SUPPLIED MATERIAL
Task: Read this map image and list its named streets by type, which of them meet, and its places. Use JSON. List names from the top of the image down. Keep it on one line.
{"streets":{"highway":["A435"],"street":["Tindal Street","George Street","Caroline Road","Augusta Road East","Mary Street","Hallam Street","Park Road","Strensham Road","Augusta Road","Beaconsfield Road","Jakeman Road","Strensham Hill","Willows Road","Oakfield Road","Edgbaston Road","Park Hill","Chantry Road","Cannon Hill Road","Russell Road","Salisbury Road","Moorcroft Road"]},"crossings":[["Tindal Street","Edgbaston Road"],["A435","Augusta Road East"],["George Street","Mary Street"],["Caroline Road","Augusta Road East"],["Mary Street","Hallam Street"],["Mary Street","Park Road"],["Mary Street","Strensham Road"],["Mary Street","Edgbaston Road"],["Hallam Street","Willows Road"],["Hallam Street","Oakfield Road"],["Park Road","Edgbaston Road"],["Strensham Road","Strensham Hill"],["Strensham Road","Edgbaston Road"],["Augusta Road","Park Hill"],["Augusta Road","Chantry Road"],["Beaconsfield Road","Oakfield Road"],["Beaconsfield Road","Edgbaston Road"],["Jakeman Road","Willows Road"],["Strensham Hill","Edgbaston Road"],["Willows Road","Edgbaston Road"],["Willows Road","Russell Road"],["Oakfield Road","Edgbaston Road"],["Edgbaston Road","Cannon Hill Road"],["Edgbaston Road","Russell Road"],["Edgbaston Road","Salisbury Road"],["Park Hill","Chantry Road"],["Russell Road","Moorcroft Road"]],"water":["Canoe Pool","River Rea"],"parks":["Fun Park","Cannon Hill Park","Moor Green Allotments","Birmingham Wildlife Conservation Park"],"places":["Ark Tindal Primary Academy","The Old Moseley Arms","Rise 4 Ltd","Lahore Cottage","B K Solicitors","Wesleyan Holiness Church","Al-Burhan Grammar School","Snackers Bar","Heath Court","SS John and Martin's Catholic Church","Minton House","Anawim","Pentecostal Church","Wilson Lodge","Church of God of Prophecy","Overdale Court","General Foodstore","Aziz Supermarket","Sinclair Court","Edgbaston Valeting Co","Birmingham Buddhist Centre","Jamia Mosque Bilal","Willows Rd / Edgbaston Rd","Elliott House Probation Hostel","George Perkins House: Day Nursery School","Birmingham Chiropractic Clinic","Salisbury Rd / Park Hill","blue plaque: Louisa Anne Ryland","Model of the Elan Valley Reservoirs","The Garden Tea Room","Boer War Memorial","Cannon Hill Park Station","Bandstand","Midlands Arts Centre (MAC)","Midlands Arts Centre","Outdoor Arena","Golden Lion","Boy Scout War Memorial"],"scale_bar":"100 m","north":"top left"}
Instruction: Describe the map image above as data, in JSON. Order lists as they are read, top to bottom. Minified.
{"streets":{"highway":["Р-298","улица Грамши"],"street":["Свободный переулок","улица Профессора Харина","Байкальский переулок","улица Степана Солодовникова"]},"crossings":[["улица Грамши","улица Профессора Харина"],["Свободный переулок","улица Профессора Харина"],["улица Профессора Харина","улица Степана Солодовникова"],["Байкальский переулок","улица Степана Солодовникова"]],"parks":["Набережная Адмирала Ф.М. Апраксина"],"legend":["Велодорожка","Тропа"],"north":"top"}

WHAT IS BEING ASKED
Give an exact transcription of the data shown above.

WRITTEN ANSWER
Task: Read this map image and list its named streets by type, which of them meet, and its places. Use JSON. List names from the top of the image down. Keep it on one line.
{"streets":{"highway":["A435"],"street":["Tindal Street","George Street","Caroline Road","Augusta Road East","Mary Street","Hallam Street","Park Road","Strensham Road","Augusta Road","Beaconsfield Road","Jakeman Road","Strensham Hill","Willows Road","Oakfield Road","Edgbaston Road","Park Hill","Chantry Road","Cannon Hill Road","Russell Road","Salisbury Road","Moorcroft Road"]},"crossings":[["Tindal Street","Edgbaston Road"],["A435","Augusta Road East"],["George Street","Mary Street"],["Caroline Road","Augusta Road East"],["Mary Street","Hallam Street"],["Mary Street","Park Road"],["Mary Street","Strensham Road"],["Mary Street","Edgbaston Road"],["Hallam Street","Willows Road"],["Hallam Street","Oakfield Road"],["Park Road","Edgbaston Road"],["Strensham Road","Strensham Hill"],["Strensham Road","Edgbaston Road"],["Augusta Road","Park Hill"],["Augusta Road","Chantry Road"],["Beaconsfield Road","Oakfield Road"],["Beaconsfield Road","Edgbaston Road"],["Jakeman Road","Willows Road"],["Strensham Hill","Edgbaston Road"],["Willows Road","Edgbaston Road"],["Willows Road","Russell Road"],["Oakfield Road","Edgbaston Road"],["Edgbaston Road","Cannon Hill Road"],["Edgbaston Road","Russell Road"],["Edgbaston Road","Salisbury Road"],["Park Hill","Chantry Road"],["Russell Road","Moorcroft Road"]],"water":["Canoe Pool","River Rea"],"parks":["Fun Park","Cannon Hill Park","Moor Green Allotments","Birmingham Wildlife Conservation Park"],"places":["Ark Tindal Primary Academy","The Old Moseley Arms","Rise 4 Ltd","Lahore Cottage","B K Solicitors","Wesleyan Holiness Church","Al-Burhan Grammar School","Snackers Bar","Heath Court","SS John and Martin's Catholic Church","Minton House","Anawim","Pentecostal Church","Wilson Lodge","Church of God of Prophecy","Overdale Court","General Foodstore","Aziz Supermarket","Sinclair Court","Edgbaston Valeting Co","Birmingham Buddhist Centre","Jamia Mosque Bilal","Willows Rd / Edgbaston Rd","Elliott House Probation Hostel","George Perkins House: Day Nursery School","Birmingham Chiropractic Clinic","Salisbury Rd / Park Hill","blue plaque: Louisa Anne Ryland","Model of the Elan Valley Reservoirs","The Garden Tea Room","Boer War Memorial","Cannon Hill Park Station","Bandstand","Midlands Arts Centre (MAC)","Midlands Arts Centre","Outdoor Arena","Golden Lion","Boy Scout War Memorial"],"scale_bar":"100 m","north":"top left"}
Instruction: Describe the map image above as data, in JSON. Order lists as they are read, top to bottom. Minified.
{"streets":{"highway":["Р-298","улица Грамши"],"street":["Свободный переулок","улица Профессора Харина","Байкальский переулок","улица Степана Солодовникова"]},"crossings":[["улица Грамши","улица Профессора Харина"],["Свободный переулок","улица Профессора Харина"],["улица Профессора Харина","улица Степана Солодовникова"],["Байкальский переулок","улица Степана Солодовникова"]],"parks":["Набережная Адмирала Ф.М. Апраксина"],"legend":["Велодорожка","Тропа"],"north":"top"}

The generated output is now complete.